- **Work item**:
Determine the number of lines in the following entries that hold the word "page". Give only that number.

(Saved entries)
***

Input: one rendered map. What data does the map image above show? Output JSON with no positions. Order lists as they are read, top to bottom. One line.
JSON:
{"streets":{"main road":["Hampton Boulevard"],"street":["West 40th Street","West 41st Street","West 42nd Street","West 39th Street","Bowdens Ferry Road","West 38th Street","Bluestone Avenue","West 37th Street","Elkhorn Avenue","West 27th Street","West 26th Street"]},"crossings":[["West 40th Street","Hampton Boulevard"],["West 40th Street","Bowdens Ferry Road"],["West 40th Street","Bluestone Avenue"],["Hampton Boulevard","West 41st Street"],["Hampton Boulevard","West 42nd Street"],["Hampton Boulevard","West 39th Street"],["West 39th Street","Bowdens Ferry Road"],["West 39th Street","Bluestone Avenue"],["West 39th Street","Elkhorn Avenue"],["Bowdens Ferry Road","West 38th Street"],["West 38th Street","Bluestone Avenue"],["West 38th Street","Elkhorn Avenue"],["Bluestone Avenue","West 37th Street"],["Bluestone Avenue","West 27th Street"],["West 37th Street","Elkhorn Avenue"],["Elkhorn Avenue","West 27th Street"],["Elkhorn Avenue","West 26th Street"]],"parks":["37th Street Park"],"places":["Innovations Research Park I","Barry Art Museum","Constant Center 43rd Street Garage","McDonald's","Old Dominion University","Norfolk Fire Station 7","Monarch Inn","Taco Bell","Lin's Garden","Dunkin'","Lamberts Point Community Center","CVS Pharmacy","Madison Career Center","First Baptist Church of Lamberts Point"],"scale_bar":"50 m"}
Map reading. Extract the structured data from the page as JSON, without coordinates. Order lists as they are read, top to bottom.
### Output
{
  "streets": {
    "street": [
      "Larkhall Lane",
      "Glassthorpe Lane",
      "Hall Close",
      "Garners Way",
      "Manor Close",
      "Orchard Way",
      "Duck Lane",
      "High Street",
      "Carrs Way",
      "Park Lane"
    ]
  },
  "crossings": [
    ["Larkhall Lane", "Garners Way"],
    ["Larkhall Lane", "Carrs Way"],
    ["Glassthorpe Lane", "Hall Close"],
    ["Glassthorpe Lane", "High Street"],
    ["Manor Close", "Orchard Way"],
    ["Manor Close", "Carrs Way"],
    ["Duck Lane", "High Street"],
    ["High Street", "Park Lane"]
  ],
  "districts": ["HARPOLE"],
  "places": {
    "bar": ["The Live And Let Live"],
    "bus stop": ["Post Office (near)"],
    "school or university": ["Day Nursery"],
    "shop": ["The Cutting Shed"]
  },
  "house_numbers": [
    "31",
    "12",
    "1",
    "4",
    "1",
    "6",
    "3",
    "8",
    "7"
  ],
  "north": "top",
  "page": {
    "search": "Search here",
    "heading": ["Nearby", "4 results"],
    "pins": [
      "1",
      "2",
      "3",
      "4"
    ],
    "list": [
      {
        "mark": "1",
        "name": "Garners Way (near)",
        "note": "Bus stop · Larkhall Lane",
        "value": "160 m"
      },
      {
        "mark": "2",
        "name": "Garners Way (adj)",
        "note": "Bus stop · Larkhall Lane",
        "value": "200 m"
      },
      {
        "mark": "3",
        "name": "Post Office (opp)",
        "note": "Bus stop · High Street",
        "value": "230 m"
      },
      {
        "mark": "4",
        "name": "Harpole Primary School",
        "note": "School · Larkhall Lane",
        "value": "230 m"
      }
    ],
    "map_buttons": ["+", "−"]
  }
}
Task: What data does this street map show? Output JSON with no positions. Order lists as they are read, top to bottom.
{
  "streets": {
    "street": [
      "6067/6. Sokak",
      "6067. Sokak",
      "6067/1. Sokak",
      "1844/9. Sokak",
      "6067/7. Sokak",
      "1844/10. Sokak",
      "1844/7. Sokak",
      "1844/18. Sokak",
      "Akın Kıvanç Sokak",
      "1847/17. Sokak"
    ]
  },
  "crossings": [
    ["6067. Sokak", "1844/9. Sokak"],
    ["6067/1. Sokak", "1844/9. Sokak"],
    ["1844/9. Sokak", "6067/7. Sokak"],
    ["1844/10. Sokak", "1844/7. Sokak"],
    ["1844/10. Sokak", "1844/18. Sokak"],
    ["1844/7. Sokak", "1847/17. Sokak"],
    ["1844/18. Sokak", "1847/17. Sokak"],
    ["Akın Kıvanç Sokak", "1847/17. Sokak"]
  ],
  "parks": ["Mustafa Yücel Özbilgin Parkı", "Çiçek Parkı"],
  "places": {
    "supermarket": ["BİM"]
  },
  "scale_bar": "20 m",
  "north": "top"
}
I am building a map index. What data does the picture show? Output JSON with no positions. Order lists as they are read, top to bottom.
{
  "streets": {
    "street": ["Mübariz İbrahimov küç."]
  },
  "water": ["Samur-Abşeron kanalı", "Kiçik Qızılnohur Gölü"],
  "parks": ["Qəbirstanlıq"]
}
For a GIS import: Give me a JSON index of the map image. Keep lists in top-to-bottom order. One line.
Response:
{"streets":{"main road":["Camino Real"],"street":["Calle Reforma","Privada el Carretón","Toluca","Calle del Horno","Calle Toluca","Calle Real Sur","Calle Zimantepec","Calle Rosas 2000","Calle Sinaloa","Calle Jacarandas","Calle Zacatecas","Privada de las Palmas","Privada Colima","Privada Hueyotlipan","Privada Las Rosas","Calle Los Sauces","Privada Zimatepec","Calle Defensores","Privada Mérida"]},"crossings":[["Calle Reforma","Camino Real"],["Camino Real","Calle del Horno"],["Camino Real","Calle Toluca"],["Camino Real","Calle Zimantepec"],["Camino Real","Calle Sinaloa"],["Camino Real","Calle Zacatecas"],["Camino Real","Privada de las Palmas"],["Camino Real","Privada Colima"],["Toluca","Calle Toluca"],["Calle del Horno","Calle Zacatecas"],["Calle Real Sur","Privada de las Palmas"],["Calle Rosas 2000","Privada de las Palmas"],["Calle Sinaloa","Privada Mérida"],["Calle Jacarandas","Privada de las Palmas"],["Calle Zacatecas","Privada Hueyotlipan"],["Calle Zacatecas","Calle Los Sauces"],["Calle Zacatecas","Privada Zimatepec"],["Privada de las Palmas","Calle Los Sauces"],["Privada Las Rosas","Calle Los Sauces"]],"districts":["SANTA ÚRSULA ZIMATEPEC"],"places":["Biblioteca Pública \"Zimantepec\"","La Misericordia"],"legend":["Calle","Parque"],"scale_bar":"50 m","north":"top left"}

***

- **Task output**:
2